PERFORMANCES & TICKETS


Britt Orchestra: Beethoven & Jonathan Biss

Friday, August 3 • 7:30 p.m.

PROGRAM: Jonathan Biss, piano

LUDWIG VAN BEETHOVEN: Egmont Overture
LUDWIG VAN BEETHOVEN: Piano Concerto No. 1 in C Major • Jonathan Biss, piano
CHRISTOPHER CERRONE: Will There Be Singing
DMITRI SHOSTAKOVICH: Symphony No. 9 in E-flat Major

TICKETS: Premium Reserved $45 | Standard Reserved $25 | Lawn $20 | Child/Student Lawn $10 
GATES OPEN: @ 5:30 Early Entry | 5:45 General Public
PRE-CONCERT TALK: 6:30 p.m. in the Performance Garden

Jonathan Biss
Program: Sasha Cooke, mezzo-soprano

LUDWIG VAN BEETHOVEN - Egmont Overture

LUDWIG VAN BEETHOVEN - Piano Concerto No. 1 in C Major • Jonathan Biss, piano

Allegro con brio
Largo
Rondo: Allegro scherzando

CHRISTOPHER CERRONE - Will There Be Singing

DMITRI SHOSTAKOVICH - Symphony No. 9 in E-flat Major

Allegro
Moderato
Presto (attacca)
Largo (attacca)
Allegretto - Allegro

Ludwig van Beethoven (1770-1827)

Overture to Egmont, op. 84

Instrumentation: two flutes (one doubles piccolo), two oboes, two clarinets, two bassoons, four horns, two trumpets, timpani, and strings.

Johann Wolfgang von Goethe completed his play Egmont in 1788. The story is of the Dutch Count of Egmont’s struggle against the Spanish invasion of the Netherlands in the 1550s. As the Spanish Duke of Alba encroached on Dutch territory, Egmont refused to yield his kingdom, nor his own liberty, which ultimately led to his execution in 1567. Overall, the play depicts the subjugation of the Dutch at the hands of the Spaniards, portraying the plight of the oppressed, and the inevitable call for revolution, led by none other than Egmont himself, whose death served as one of many catalysts for the Dutch War of Indepence.

In 1809, the Burgtheater in Vienna had plans for a revival of Goethe’s Egmont, and wished to commission new incidental music for the play. Conveniently, a very skilled composer happened to live in Vienna, and the subject matter of the play was in his wheelhouse. Beethoven enthusiastically accepted the commission, not only because he was a huge admirer of Goethe’s work, but also because of his humanism, and belief in freedom and the dignity of men.

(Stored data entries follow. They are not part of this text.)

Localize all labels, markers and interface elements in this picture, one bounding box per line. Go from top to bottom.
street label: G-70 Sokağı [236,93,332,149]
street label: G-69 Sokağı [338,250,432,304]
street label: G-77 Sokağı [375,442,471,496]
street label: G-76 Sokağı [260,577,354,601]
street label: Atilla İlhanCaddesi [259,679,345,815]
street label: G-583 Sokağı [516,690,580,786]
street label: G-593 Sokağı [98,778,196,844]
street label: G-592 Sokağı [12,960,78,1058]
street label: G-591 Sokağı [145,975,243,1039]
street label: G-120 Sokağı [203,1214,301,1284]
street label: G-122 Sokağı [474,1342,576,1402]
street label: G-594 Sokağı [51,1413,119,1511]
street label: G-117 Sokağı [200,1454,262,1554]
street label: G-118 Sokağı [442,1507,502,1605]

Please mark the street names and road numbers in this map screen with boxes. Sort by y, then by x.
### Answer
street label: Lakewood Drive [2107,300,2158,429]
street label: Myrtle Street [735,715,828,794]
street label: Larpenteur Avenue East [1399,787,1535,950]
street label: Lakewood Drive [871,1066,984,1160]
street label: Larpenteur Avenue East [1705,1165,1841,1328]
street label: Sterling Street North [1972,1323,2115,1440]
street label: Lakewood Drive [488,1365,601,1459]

In addition to the overture we’ll hear tonight, Beethoven also composed nine other sections of incidental music for the play. Though the rest of music is not often performed, the overture is a part of the standard orchestral repertoire, and serves as a shining example of Beethoven’s middle period. It bears some resemblance to other middle period works, such as the fifth and sixth symphonies, and wonderfully encapsulates the story of Egmont in a tidy ten minutes of well-wrought music. We’d expect nothing less from the great master!

Tonight’s performance will be conducted by the 2018 Britt Composer/Conductor Fellow, Christopher Cerrone. This unique fellowship gives composers the opportunity to learn conducting from Maestro Abrams, and to conduct a professional orchestra in a performance setting, both rare opportunities for composers today. Britt will also commission a new work by Cerrone for the 2019 season, continuing Britt’s commitment to create new music for new audiences. Stay tuned for details of the new work Cerrone will compose for Britt’s next season.

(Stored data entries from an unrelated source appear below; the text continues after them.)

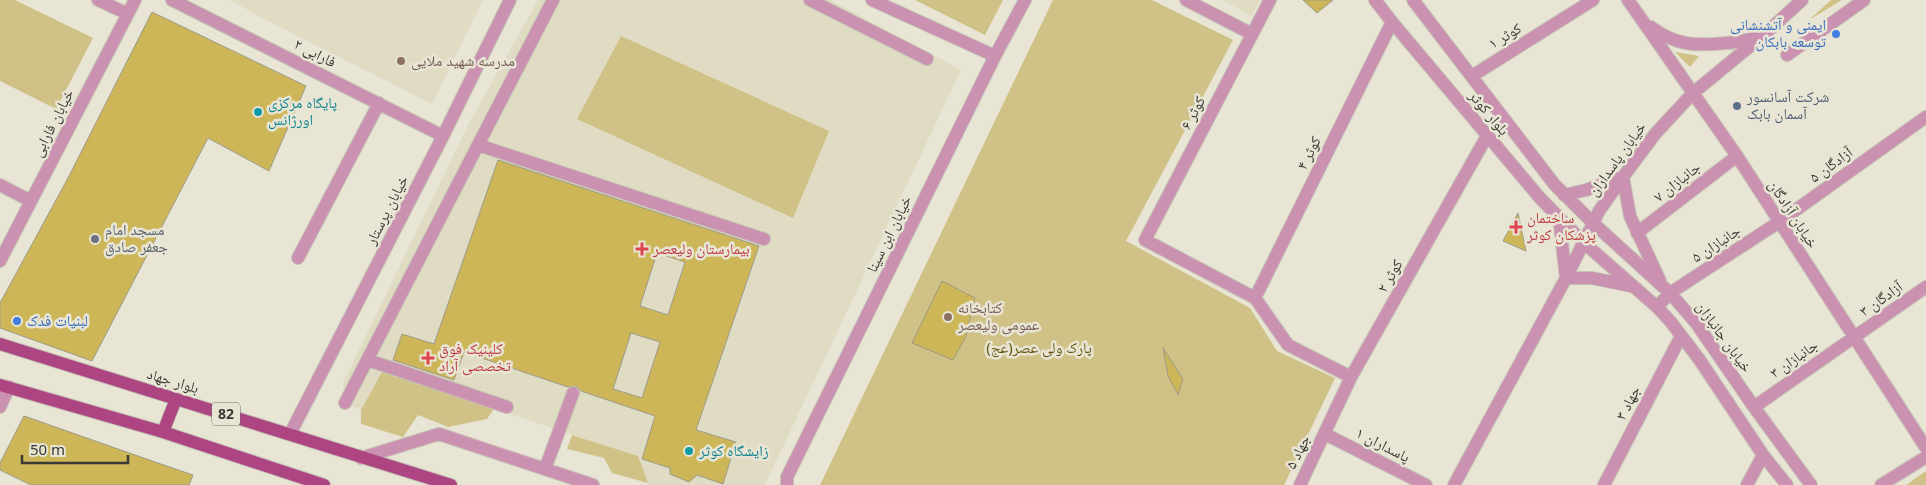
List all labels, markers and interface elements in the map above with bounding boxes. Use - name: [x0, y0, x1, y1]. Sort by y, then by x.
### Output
- place label: ایمنی و آتشنشانی توسعه بابکان: [1730, 14, 1827, 52]
- street label: کوثر ۱: [1484, 18, 1525, 53]
- marker: ایمنی و آتشنشانی توسعه بابکان: [1830, 28, 1842, 40]
- street label: فارابی ۲: [291, 33, 340, 72]
- place label: مدرسه شهید ملایی: [411, 50, 515, 71]
- marker: مدرسه شهید ملایی: [395, 55, 407, 67]
- street label: خیابان فارابی: [27, 85, 79, 160]
- street label: بلوار کوثر: [1465, 85, 1514, 139]
- place label: شرکت آسانسور آسمان بابک: [1746, 86, 1830, 124]
- place label: پایگاه مرکزی اورژانس: [268, 92, 337, 130]
- street label: کوثر ۶: [1175, 92, 1209, 133]
- marker: شرکت آسانسور آسمان بابک: [1731, 100, 1743, 112]
- marker: پایگاه مرکزی اورژانس: [252, 106, 264, 118]
- street label: خیابان پاسداران: [1583, 117, 1651, 200]
- street label: کوثر ۴: [1291, 132, 1325, 173]
- street label: آزادگان ۵: [1805, 141, 1857, 187]
- street label: جانبازان ۷: [1649, 156, 1705, 207]
- street label: خیابان پرستار: [360, 171, 413, 249]
- street label: خیابان آزادگان: [1764, 176, 1824, 252]
- street label: خیابان ابن سینا: [861, 191, 916, 276]
- place label: ساختمان پزشکان کوثر: [1526, 207, 1596, 245]
- place label: مسجد امام جعفر صادق: [105, 219, 168, 257]
- marker: ساختمان پزشکان کوثر: [1509, 220, 1523, 234]
- street label: جانبازان ۵: [1687, 220, 1745, 267]
- marker: مسجد امام جعفر صادق: [89, 233, 101, 245]
- place label: بیمارستان ولیعصر: [652, 238, 750, 259]
- marker: بیمارستان ولیعصر: [635, 242, 649, 256]
- street label: کوثر ۲: [1372, 255, 1407, 296]
- street label: آزادگان ۳: [1855, 275, 1908, 321]
- place label: کتابخانه عمومی ولیعصر: [957, 297, 1040, 335]
- street label: خیابان جانبازان: [1691, 297, 1758, 377]
- place label: لبنیات فدک: [27, 310, 88, 330]
- marker: کتابخانه عمومی ولیعصر: [942, 311, 954, 323]
- marker: لبنیات فدک: [11, 315, 23, 327]
- street label: جانبازان ۳: [1765, 334, 1822, 383]
- park label: پارک ولی عصر(عج): [986, 337, 1092, 358]
- place label: کلینیک فوق تخصصی آراد: [439, 338, 511, 376]
- marker: کلینیک فوق تخصصی آراد: [421, 351, 435, 365]
- street label: بلوار جهاد: [145, 363, 202, 397]
- street label: جهاد ۳: [1610, 382, 1644, 423]
- road number: 82: [212, 402, 240, 426]
- street label: پاسداران ۱: [1352, 422, 1414, 467]
- street label: جهاد ۵: [1280, 431, 1314, 472]
- scale bar: [22, 432, 129, 464]
- text: 50 m: [30, 439, 65, 459]
- place label: زایشگاه کوثر: [698, 440, 769, 460]
- marker: زایشگاه کوثر: [683, 445, 695, 457]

Ludwig van Beethoven (1770-1827)

Piano Concerto No. 1 in C Major, op. 15

Allegro con brio Largo
Allegro scherzando

Instrumentation: flute, two oboes, two clarinets, two bassoons, two horns, two trumpets, timpani, and strings.

“In composition, you have all the time you want to decide what to say in 15 seconds; in improvisation, you have 15 seconds.”
-Steve Lacy, jazz saxophonist

Though we associate it with jazz and other “popular” genres, improvisation holds an important place in the pantheon of classical music. JS Bach would improvise entire church services on the organ; when he was ten, Mozart improvised part of a piece the composer André Grétry gave to him instead of sight reading it. But no classical composer was more well known for their improvising chops than Beethoven. 

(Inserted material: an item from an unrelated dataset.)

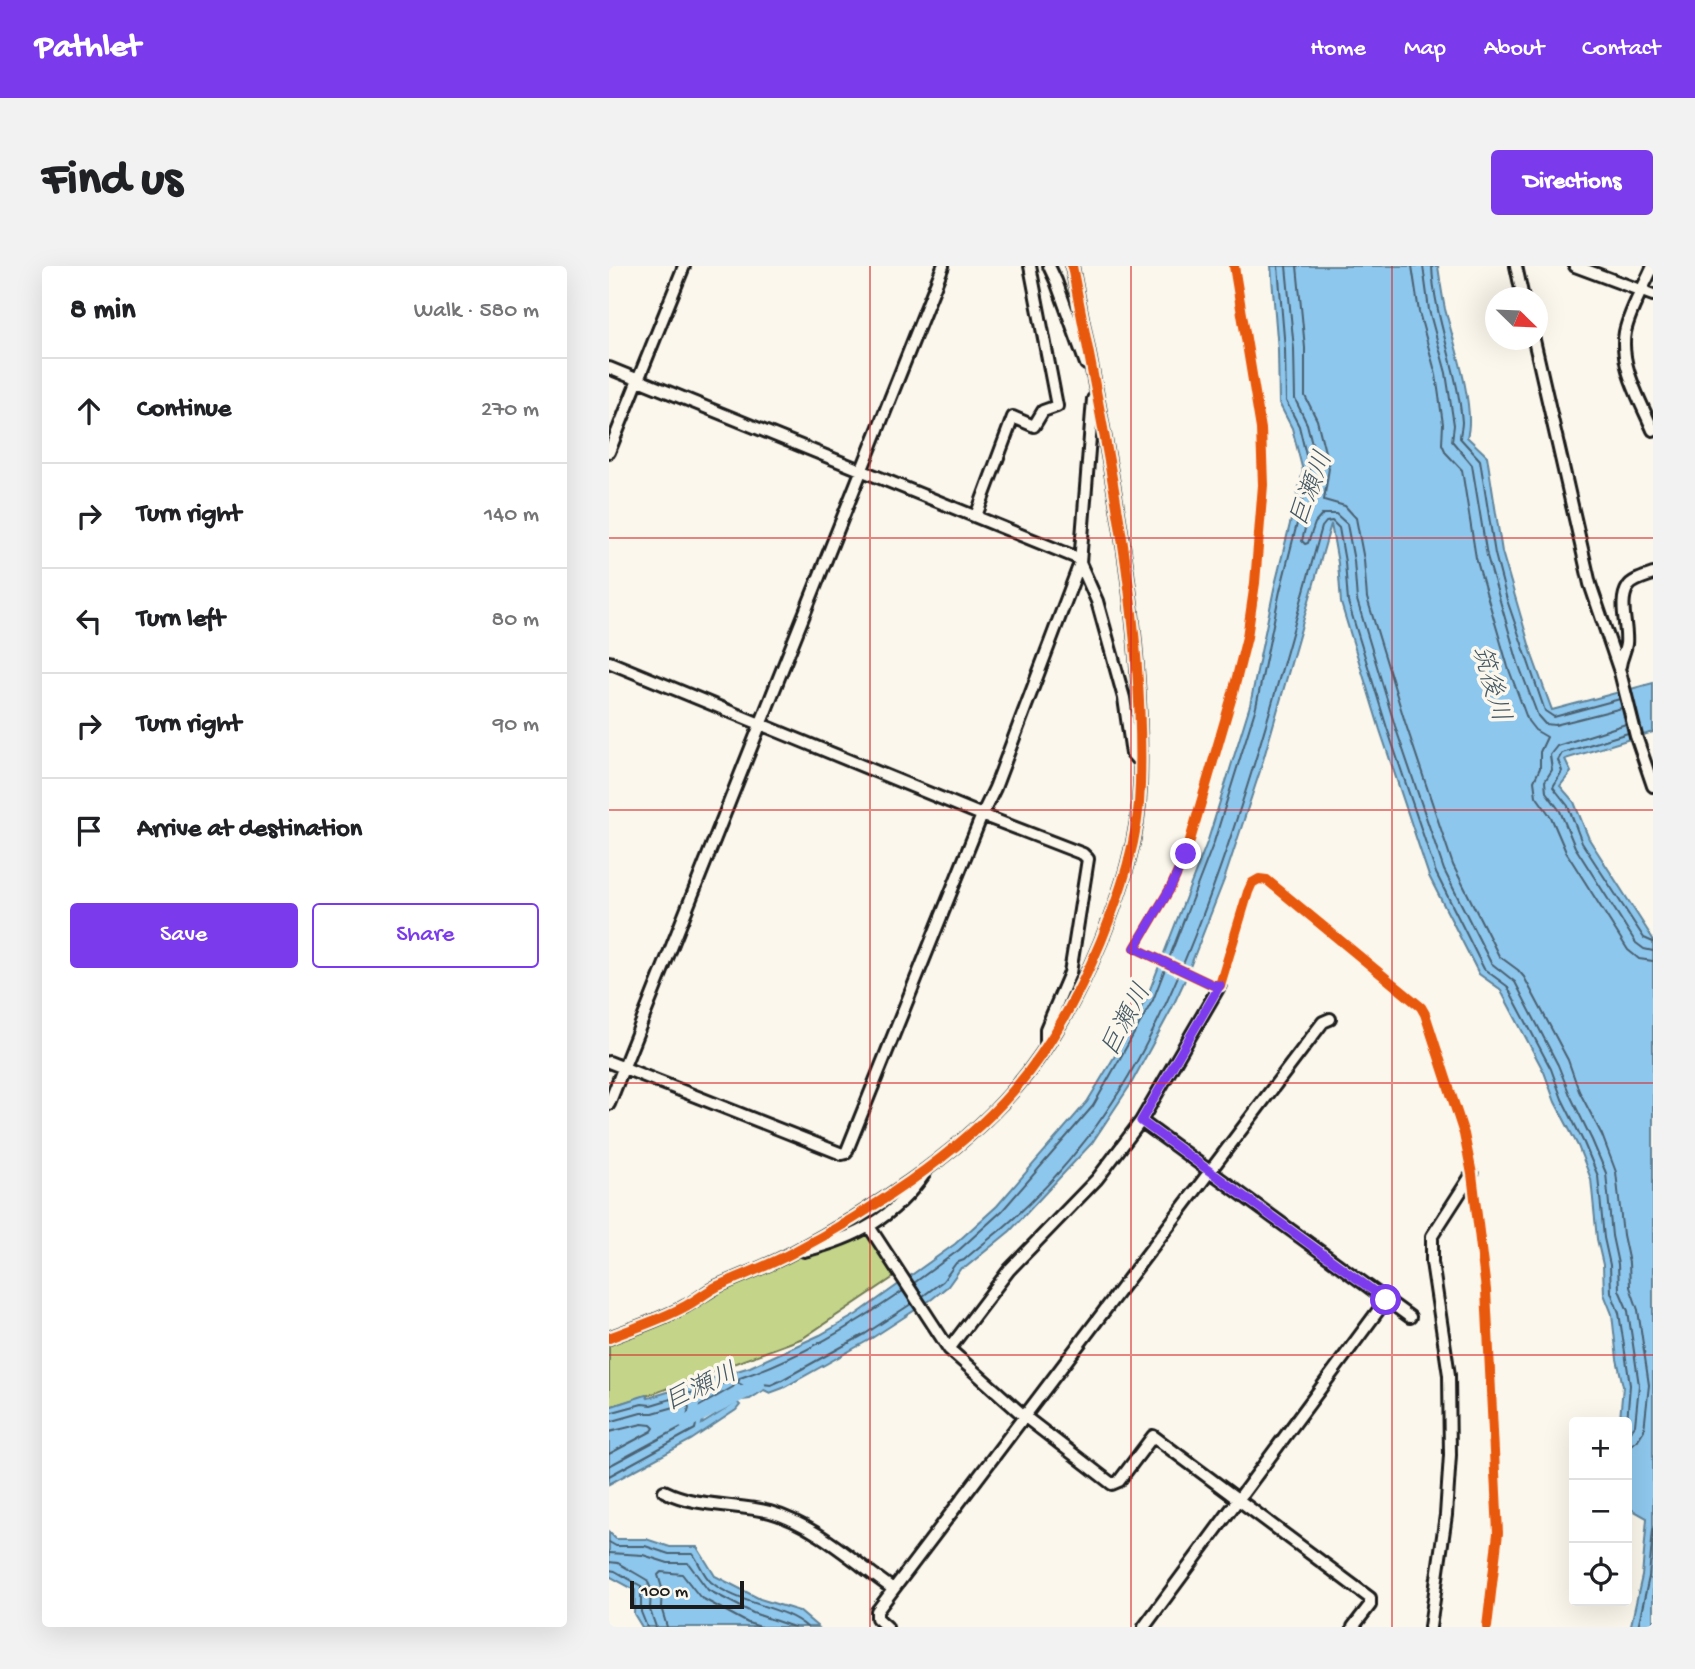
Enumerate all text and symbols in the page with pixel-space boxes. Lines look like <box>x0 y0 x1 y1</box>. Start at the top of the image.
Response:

Back in Beethoven’s heyday, as his legend as a composer began gaining momentum internationally, he was already well known as the most skilled improvisor in Vienna. Pianists would travel from all around to challenge Beethoven to “improvisation contests.” Popular amongst the aristocracy of Vienna, these contests would pit two pianists against each other to see who was the superior performer. The pianists would take turns playing improvisations, usually based on popular tunes, until a winner was declared by the audience on hand.

In 1800, piano virtuoso Daniel Steibelt made his way to Vienna following a successful recital tour in other German and Austrian cities. Once Steibelt arrived, many suggested he challenge Beethoven to an improvisation contest. As the story goes (this tale was relayed by Beethoven’s student Ferdinand Ries, who was not in attendance), Steibelt went first, tossing aside a piece of his own music from the piano, and improvising using the technique he was renowned for: the tremolo. The crowd applauded Steibelt’s playing furiously. As Beethoven rose to walk to the piano, he leaned down to pick up the music Steibelt had tossed aside. He showed this music to the audience, then flipped it upside down and placed it on the piano. He used the upside- down notes as the basis for his improvisation, and began imitating Steibelt’s performance in a sarcastic manner. When Steibelt realized he was not only defeated, but mocked and somewhat humiliated, he stormed out of the room, never to set foot in Vienna again.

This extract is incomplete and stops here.